Reverendíssimo Padre

A celebração do milésimo aniversário de fundação do Mosteiro de Santa Cruz em Ponte Avellana, que se está realizando este ano por iniciativa da Congregação Beneditina dos Monges Ermitães Camaldulenses e do Centro de Estudos Avellanitos, oferece ao Santo Padre ocasião propicia para recordar aquele lugar privilegiado pelo Senhor, tornado através dos séculos ideal ponto de referência para gerações de espíritos eleitos que nele se aplicaram à perfeição evangélica e também para os especialistas de história da Igreja e da literatura.

Se continua incerto o nome do fundador do Ermo, é seguro que um carácter profundo e indelével lhe foi dado pela enérgica personalidade de São Pedro Damião, que foi monge e prior do primitivo ermitério. Ele precisamente concretizou a maneira de vida e de inspiração romualdina em regras escritas e em disposições jurídicas, preocupando-se, além do mais, em garantir ao ermo solidão, autonomia e liberdade. Foi sobretudo mérito seu ter lançado os fundamentos da futura Congregação Avellanita graças à fundação de novos ermos e mosteiros, fazendo das várias comunidades quase um corpo único, como elas aparecem no momento do reconhecimento oficial por parte de Inocêncio II, em 1139.

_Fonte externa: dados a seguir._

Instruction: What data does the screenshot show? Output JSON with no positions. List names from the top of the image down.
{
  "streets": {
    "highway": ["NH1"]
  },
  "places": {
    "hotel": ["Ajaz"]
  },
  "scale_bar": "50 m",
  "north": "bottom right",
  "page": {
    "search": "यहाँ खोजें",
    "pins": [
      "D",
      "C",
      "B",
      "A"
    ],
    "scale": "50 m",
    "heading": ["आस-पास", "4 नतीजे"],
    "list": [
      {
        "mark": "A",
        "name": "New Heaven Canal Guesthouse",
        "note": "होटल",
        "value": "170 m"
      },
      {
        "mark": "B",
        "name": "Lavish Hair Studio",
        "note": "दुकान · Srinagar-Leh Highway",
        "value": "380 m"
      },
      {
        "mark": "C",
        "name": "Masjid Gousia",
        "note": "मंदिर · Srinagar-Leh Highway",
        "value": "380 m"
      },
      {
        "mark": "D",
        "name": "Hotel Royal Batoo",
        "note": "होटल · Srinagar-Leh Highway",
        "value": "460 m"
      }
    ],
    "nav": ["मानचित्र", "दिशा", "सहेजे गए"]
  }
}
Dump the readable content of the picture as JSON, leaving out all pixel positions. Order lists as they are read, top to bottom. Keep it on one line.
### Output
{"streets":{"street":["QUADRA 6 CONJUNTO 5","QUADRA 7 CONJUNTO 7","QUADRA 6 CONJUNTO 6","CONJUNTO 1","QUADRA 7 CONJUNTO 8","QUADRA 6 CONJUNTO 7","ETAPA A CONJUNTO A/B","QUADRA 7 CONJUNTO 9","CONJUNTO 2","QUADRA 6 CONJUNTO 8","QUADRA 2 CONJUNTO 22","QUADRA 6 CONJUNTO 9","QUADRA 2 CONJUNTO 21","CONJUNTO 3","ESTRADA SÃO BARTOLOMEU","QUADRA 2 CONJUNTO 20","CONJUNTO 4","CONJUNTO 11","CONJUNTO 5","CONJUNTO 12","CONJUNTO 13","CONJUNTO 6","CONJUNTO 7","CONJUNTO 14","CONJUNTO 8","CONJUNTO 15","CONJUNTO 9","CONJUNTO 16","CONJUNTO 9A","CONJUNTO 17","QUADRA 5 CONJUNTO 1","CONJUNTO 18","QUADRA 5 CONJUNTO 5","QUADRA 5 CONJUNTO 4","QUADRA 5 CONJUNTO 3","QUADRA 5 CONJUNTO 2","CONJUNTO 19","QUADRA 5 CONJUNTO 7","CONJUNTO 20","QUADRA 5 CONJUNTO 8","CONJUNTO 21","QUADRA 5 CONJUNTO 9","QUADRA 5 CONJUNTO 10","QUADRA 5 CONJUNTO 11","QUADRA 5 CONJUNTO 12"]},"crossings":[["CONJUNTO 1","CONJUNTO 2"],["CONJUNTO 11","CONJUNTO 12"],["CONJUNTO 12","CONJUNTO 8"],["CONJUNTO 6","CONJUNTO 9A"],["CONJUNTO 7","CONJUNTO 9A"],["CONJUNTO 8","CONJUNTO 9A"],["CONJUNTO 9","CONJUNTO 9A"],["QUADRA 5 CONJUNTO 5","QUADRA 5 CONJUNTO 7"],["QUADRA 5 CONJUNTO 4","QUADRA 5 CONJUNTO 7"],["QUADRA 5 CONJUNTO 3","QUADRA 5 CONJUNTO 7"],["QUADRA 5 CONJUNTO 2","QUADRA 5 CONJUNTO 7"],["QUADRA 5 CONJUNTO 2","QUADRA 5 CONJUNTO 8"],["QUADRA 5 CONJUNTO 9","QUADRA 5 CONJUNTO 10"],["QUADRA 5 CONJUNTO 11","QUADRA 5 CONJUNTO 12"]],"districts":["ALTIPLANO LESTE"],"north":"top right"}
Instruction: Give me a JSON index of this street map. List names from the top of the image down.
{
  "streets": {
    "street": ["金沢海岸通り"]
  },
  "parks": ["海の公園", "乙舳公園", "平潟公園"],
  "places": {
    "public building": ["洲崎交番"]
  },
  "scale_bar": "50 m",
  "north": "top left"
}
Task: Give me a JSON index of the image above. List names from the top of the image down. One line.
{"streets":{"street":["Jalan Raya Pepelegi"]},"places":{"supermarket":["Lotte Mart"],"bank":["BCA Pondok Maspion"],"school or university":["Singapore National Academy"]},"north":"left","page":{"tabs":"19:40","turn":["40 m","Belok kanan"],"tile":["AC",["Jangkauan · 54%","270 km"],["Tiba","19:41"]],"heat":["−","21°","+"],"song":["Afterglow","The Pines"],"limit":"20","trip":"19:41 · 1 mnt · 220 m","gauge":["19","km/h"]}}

Esta nova instituição participando de todos os elementos essenciais do cenobitismo beneditino e do anacoretismo, reflectia fielmente a espiritualidade do grande Prior avellanito, que soube unir tão bem a vida contemplativa e a activa. Como é sabido, ele não se apartou na luta pela reforma da Igreja; mais que isso, empunhou a pena em defesa daquela nobre causa e, chegando a Cardeal, fez-se embaixador da paz e arauto do Evangelho, onde quer que houvesse necessidade da sua mediação e da sua palavra exortatória.

Mas se este Santo Doutor foi o mais ilustre dos Avellanitos e ao mesmo tempo um dos maiores homens do século XI, todavia não foi o único a ilustrar o mosteiro. Muitos outros ermitães ainda, com a santidade da vida e com o sagrado governo das dioceses, à frente das quais foram colocados, tornaram a Congregação digna de elogio e grandemente benemérita na sociedade e na Igreja. Não admira portanto que o movimento espiritual de Fonte Avellana, longe de interromper-se com a morte de São Pedro Damião, sucedida a 22 de Fevereiro de 1072, se tenha desenvolvido cada vez mais, também pelo apoio dado pela Sé Apostólica, a qual a 31 de Agosto de 1197 enviou um Legado Pontifício para consagrar a Igreja dedicada à Santa Cruz: monumento de fé e de arte que exprime ainda e reflecte, na sua forma românica, descarnada e essencial, o estilo de vida dos ermitães, que a construíram.

Nem se deve esquecer o auxilio que deu a Congregação avellanita à vida social com o trabalho e o arroteamento do território, dando vida às verdadeiras explorações agrícolas. Infelizmente a afirmação económica, devida quer a doações quer também à prudente administração, devia levar o Ermo, outrora célebre pela austeridade de vida dos seus monges, ao relaxamento da primitiva regra. Daí resultou a transformação do Ermo em Abadia, que tornou inevitável uma intervenção da Santa Sé e aconselhou que fosse agregada a Congregação Avellanita à Camaldulense, a qual se tinha conservado sempre fiel ao genuíno espírito de São Romualdo. Desta fusão se originaram energias renovadas e novo ardor espiritual. Demonstram-no as numerosas almas santas, que floresceram neste segundo período de Fonte Avellana.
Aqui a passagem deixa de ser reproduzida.